Training: Focused on understanding and classification

Analogy: A specialized craftsman—expert at one thing


Large Language Models (LLMs)

Purpose: General-purpose text generation and reasoning

Architecture: Decoder-based transformers (e.g., GPT)

Size: 8B - 405B+ parameters

Training: Predict next tokens across diverse domains

Analogy: A polymath—capable of many things, but resource-intensive


Technical Comparison

Aspect NLMs (BERT-based) LLMs (GPT-based)
Primary function Understanding Generation
Common tasks Classification, extraction Writing, reasoning, creativity
Speed Fast (milliseconds) Slower (seconds)
Energy per query Low (~0.001 kWh) High (~0.01-0.1 kWh)
Context window 512 tokens typical 4K-128K tokens
Cost Very low Moderate to high
When to use Repetitive, structured tasks Complex, creative tasks

NLMs: When and How to Use

Ideal Use Cases

Keyword extraction from papers
Document classification (categorise by topic)
Named entity recognition (find chemical names, compounds)
Sentiment analysis (positive/negative assessment)
Simple Q&A (fact retrieval from known corpus)
Search and filtering in databases

Materials Science Applications

Application 1: Paper Screening

Task: Screen 500 papers to find those discussing "electrospinning"

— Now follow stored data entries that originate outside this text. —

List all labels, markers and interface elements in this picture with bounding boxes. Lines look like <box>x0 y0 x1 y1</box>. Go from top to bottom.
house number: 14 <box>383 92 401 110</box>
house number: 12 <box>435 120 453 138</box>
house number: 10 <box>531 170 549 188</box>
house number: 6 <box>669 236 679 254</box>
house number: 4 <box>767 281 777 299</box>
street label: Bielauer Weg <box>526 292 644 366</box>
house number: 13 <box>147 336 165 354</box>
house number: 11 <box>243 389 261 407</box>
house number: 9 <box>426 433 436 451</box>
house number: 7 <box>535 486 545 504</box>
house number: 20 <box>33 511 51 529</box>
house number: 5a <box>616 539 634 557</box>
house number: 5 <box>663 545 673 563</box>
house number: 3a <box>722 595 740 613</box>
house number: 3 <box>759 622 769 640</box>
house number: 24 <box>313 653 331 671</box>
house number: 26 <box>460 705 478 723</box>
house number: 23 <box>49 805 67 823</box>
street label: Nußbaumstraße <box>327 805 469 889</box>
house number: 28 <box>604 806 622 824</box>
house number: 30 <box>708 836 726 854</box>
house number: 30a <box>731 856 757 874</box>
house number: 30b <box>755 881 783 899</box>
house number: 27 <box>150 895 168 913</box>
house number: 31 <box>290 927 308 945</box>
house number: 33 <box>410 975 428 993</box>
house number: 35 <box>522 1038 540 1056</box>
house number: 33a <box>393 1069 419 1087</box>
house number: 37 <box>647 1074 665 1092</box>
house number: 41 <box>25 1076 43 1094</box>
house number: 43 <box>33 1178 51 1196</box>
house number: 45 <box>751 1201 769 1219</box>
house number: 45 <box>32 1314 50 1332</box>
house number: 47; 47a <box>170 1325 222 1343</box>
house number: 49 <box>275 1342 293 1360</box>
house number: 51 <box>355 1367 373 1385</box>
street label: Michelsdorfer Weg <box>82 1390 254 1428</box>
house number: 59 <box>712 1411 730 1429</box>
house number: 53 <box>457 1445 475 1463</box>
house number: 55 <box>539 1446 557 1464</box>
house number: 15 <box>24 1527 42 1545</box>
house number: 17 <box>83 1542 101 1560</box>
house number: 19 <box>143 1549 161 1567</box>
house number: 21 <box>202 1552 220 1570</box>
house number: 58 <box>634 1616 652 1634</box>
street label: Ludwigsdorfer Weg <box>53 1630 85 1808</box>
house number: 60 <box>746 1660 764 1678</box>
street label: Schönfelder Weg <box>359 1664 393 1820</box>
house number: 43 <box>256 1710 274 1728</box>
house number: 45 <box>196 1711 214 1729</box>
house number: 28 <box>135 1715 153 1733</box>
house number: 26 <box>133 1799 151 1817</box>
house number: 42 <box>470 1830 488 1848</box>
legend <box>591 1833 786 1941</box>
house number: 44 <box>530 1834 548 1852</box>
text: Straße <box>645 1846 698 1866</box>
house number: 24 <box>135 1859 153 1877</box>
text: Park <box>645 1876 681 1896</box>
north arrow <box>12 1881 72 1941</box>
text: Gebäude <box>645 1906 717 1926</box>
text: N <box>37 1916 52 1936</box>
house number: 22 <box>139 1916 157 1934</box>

Why NLM: - Simple keyword/topic matching - No creative generation needed - High speed required (batch process 500 papers) - Low energy footprint

Tool: BERT-based classifier

Efficiency: Process 500 papers in ~30 seconds vs. 25+ minutes with LLM


Application 2: Chemical Entity Extraction

Task: Extract all chemical compound names from 50 synthesis protocols

Why NLM: - Named entity recognition (specific task) - Structured output (list of entities) - Repetitive pattern matching - High accuracy for known patterns

Tool: ChemBERT or BioBERT (domain-specific NLMs)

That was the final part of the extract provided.